Виктор Потанин
Птицы
Кому из нас не хотелось стать птицей! Хотелось, конечно, хотя бы однажды… Чтобы лететь, парить под самыми облаками, чтобы вдыхать в себя упругий небесный воздух, чтобы взглянуть с высоты на землю и скользить по небу — пока хватит дыхания.
Такое часто случается в детстве: только заснешь и вот уж ты — птица: какая-нибудь желтая, красная, голубая. И вместо сердца у тебя — крылья, и они поднимают тебя все выше, выше. И даже утром, при свете дня, этот полет не проходит в тебе, не тает, — и ты завидуешь всем летчикам, самолетам. Счастливые, мол, люди, особые люди. Ох, как я мечтал о них, как стремился! Но пришло горе — я не попал в летное по здоровью. Горе, горе, а кто поможет. Человек мечтает, а судьба подправляет. Зато я стал совсем обычным человеком и теперь работаю в библиотеке. Но это тоже хорошее дело — жить простой честной жизнью, выдавать людям интересные книжки. Но жизнь, конечно, богаче книжек. И грустней порой и печальней. И не надо человеку завидовать птицам. Да, не надо, не надо! Об этом я решил еще три года назад. Но лучше будет, если все по порядку…

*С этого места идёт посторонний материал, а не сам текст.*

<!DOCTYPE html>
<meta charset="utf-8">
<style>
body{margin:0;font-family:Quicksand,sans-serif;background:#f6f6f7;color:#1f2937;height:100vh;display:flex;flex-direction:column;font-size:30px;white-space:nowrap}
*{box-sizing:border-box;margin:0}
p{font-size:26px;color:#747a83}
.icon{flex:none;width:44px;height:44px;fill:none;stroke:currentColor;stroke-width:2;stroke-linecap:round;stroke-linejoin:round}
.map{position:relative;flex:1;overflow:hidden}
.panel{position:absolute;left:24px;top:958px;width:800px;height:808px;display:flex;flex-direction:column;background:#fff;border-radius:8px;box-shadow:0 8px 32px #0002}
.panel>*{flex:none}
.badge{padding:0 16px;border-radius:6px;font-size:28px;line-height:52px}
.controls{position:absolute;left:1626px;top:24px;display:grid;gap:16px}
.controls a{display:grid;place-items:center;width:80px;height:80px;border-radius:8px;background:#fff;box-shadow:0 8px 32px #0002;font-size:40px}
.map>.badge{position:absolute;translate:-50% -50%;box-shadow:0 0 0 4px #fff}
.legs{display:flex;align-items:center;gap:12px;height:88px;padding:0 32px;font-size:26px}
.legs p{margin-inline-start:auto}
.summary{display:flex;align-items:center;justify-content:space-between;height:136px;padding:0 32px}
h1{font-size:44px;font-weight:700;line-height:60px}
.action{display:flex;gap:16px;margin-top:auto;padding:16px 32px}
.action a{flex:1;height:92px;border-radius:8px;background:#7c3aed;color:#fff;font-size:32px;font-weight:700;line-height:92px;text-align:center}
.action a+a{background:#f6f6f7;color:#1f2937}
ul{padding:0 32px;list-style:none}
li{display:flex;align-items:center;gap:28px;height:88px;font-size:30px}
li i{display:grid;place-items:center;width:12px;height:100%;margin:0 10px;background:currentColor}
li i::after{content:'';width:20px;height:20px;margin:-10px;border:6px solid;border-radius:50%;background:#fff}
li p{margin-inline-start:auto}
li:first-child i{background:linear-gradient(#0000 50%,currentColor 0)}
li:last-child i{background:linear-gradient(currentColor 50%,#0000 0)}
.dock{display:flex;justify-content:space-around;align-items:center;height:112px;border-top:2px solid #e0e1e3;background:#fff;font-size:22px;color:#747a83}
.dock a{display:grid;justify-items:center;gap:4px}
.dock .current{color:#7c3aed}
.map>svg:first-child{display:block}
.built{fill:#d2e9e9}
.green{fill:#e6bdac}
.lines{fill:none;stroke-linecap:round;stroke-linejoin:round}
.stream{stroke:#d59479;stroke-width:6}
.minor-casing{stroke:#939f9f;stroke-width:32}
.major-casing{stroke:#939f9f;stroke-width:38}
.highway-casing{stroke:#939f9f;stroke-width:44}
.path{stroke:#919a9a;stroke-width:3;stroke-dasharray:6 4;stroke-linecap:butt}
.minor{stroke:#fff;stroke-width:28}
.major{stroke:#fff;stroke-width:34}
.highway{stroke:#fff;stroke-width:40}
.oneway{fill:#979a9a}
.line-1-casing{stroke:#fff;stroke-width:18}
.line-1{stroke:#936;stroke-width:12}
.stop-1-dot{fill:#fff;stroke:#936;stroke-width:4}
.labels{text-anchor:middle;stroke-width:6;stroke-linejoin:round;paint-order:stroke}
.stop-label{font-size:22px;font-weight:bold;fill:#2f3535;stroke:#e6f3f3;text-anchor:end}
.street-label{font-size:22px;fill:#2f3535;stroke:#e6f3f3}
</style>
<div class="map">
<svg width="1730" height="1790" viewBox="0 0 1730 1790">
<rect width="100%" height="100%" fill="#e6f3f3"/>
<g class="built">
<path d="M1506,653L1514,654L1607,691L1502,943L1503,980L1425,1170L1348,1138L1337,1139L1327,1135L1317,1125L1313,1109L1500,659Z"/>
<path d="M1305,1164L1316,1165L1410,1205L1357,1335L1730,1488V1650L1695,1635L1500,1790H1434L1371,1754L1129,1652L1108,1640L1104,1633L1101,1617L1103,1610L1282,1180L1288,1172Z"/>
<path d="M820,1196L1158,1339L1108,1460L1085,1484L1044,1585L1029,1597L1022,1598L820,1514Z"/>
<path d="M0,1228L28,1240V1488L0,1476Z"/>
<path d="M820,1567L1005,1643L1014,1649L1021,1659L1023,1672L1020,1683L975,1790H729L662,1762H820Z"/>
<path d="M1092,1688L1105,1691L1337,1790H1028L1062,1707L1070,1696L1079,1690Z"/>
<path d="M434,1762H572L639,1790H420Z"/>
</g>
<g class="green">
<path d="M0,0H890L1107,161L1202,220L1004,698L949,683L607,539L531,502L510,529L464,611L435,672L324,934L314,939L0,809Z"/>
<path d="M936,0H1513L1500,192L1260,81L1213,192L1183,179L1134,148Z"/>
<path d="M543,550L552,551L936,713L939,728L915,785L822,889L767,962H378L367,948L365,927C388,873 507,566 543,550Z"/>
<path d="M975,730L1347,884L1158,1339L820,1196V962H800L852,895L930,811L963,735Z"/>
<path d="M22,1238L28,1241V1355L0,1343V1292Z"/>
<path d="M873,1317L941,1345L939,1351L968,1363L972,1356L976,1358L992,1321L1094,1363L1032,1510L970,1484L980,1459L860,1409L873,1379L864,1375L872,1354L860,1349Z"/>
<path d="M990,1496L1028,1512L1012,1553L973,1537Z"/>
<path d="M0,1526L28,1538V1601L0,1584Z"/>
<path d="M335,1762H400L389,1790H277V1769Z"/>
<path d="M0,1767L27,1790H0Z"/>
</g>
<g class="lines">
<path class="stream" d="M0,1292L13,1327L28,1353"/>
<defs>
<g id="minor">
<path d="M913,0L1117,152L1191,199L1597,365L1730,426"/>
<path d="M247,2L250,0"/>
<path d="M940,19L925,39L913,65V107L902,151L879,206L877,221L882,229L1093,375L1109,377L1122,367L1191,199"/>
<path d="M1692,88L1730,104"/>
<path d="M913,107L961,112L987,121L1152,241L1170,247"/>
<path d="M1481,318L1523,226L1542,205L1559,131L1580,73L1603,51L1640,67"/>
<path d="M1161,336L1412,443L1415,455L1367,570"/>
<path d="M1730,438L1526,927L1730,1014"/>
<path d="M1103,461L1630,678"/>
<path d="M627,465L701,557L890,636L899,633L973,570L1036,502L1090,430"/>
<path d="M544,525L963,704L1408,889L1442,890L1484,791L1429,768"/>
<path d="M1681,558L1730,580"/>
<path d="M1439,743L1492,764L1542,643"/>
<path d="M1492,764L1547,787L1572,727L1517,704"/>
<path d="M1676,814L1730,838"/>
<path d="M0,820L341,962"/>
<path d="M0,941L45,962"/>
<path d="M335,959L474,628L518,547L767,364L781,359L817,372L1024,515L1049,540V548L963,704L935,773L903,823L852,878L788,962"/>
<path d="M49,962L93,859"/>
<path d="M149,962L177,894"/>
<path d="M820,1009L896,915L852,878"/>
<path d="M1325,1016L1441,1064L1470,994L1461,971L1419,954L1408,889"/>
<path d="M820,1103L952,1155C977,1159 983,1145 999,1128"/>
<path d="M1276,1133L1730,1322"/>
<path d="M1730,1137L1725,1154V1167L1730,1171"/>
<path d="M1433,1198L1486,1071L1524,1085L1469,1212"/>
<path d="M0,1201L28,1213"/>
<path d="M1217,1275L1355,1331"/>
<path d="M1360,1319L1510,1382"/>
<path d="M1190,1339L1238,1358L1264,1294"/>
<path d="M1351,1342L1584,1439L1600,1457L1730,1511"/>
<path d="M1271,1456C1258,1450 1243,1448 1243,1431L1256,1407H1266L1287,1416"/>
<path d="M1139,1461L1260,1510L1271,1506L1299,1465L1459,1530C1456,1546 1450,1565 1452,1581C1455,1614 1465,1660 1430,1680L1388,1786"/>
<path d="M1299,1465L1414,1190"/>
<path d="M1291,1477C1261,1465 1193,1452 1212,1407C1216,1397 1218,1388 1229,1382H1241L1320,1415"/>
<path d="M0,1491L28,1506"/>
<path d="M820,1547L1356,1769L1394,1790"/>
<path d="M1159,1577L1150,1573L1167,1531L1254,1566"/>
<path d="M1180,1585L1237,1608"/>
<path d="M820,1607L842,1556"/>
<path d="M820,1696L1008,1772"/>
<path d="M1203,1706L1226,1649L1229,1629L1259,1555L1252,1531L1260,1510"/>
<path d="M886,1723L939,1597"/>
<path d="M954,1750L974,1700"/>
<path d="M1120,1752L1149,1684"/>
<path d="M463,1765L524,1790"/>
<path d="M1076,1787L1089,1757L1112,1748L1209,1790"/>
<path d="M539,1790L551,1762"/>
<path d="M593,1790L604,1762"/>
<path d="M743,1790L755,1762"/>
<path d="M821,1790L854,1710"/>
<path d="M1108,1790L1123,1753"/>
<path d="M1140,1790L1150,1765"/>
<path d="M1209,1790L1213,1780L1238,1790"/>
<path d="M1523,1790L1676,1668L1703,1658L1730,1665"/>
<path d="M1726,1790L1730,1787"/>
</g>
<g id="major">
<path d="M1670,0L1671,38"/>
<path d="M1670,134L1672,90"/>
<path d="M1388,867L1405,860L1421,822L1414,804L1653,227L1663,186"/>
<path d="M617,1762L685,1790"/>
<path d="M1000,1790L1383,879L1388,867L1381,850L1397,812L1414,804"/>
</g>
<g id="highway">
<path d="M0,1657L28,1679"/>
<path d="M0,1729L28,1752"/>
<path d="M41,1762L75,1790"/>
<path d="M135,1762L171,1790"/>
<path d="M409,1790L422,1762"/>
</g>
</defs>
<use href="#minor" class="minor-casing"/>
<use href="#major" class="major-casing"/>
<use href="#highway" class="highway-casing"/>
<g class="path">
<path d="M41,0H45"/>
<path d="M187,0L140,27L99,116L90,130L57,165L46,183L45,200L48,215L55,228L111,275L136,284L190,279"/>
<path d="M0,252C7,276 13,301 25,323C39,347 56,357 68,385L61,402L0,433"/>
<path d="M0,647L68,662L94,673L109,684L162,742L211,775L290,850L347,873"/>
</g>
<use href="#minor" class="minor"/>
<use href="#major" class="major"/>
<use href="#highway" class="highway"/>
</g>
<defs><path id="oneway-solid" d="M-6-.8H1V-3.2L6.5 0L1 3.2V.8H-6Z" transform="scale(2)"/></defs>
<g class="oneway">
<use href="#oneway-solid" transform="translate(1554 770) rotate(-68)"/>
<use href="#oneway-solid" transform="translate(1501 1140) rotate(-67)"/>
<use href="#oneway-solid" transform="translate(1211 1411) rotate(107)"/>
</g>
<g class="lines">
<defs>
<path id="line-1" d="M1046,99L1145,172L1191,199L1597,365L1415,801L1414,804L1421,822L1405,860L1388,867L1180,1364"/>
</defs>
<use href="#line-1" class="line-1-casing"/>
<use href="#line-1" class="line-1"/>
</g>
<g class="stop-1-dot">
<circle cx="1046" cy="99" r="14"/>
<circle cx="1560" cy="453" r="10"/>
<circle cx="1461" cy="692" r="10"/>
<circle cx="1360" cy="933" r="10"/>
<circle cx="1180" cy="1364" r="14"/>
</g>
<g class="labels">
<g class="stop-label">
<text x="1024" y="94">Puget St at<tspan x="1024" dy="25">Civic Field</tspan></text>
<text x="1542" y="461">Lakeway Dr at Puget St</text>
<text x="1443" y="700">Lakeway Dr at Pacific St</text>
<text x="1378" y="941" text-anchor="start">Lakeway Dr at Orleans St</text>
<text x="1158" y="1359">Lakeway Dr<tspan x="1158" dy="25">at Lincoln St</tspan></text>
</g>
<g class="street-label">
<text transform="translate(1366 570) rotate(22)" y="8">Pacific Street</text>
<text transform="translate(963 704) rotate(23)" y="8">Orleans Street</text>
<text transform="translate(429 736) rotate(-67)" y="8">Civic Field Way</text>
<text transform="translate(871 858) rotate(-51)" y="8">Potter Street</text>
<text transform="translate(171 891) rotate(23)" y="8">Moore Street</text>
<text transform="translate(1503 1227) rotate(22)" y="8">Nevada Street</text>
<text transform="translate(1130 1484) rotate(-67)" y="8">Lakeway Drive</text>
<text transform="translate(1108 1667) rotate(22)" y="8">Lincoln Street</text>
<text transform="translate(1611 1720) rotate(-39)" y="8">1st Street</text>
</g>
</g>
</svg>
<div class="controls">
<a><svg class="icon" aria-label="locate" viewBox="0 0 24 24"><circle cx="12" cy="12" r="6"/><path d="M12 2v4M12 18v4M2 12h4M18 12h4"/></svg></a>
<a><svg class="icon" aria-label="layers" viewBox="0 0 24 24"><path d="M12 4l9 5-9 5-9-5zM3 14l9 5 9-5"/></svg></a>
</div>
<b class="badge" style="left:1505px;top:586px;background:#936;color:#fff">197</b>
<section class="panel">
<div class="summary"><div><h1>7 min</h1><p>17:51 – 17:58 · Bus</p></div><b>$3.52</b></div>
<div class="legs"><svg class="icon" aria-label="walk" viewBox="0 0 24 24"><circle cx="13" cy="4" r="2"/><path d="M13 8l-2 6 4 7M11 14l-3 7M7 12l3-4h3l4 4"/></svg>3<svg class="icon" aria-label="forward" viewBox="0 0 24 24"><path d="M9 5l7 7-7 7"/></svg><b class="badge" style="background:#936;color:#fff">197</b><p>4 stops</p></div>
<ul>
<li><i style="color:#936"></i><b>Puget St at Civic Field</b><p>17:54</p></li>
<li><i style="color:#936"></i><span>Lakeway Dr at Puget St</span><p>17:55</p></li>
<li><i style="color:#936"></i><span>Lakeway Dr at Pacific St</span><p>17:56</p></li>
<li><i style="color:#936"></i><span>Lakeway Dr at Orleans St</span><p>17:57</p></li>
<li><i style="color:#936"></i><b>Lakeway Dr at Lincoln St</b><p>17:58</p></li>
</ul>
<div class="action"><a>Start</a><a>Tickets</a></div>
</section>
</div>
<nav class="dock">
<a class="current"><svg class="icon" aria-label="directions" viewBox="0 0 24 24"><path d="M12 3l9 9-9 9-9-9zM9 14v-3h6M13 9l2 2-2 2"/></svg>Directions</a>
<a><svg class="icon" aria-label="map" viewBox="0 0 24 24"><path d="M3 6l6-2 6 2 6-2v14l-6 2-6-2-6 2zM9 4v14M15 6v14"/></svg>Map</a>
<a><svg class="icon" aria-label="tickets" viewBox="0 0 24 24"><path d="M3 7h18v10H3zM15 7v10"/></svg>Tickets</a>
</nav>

Мои беды тогда — три года назад — начались в самом начале марта. Я хорошо запомнил те дни, ведь март — мой любимый месяц. Он для меня как награда. Потому что приходит оттепель, тает снег, дуют теплые ветры. Одним словом — весна, а весной-то у людей все и случается… Вот и случилось: в те теплые метельные дни моя Женя бросила музыкальную школу. Заболела ангиной, пролежала с температурой семь дней, а потом встала и порвала ноты с детскими пьесами Мендельсона. Я к ней: «Что с тобой? Ты сошла с ума?» Дочь молчит, а я снова: «Пожалей меня! Ты помешалась…» Она взглянула куда-то мимо меня — «Да, помешалась…» Сказала медленно, вяло, по-взрослому и прикусила губу. Я попробовал ее уговорить, она разрыдалась. Я взял ее ладошки в свои — она разрыдалась еще сильнее. И у меня тоже слезы брызнули по щекам. Что ж поделаешь — сам виноват. Никогда не сжимайте ладони у своих дочерей! Никогда, никогда!.. Там столько хрупкости, нежности в этих ладонях. А где нежность — там и жалость всегда, там и боль… Я смотрел на ее длинные недетские пальцы, я гладил их потихоньку, перебирал, я чувствовал через них — все ее будущие дни, всю судьбу ее, — такую же, наверное, хрупкую, синевато-прозрачную, только затронь посильней — и сломаешь. Но все равно эти пальцы были навсегда родные, родные — им бы играть Шопена, волноваться на клавишах, им бы делать других счастливыми… А тогда они лежали в моей ладони, и я слышал в них каждую косточку, да и сама дочь все еще вздрагивала и вытирала глаза… И тогда я не выдержал и сказал: «Хорошо, Женя… Из музыкальной тебя забираю. Но зато куплю путевку в бассейн — пойдешь плавать. У тебя нет здоровья, а в бассейне окрепнешь». «Хорошо, папа, окрепну…» — ответила дочь опять обреченно, по-взрослому, — и у меня замерзла спина. Но что поделаешь — нынче дети взрослые в девять лет… А через неделю Женя поскользнулась в бассейне на кафеле и сломала ключицу. Дочь увезли в больницу на «скорой». А к вечеру она была уже дома, лежала на своем любимом красном диванчике и тихонько постанывала. Я спросил о чем-то — дочь не ответила. Я опять спросил, она повела на меня ненавидящим взглядом. В глазах настыла мутная пленочка. То ли от боли, то ли от страха за жизнь. Но вот пленочка пропала, растаяла — и закрылись глаза. Я наклонился низко над Женей, прислушался. От губ шел слабый парок — дыхание. Еще миг — и кажется, порвется оно, остановится. Я стал считать до десяти, потом до ста, до тысячи… Я стал как помешанный.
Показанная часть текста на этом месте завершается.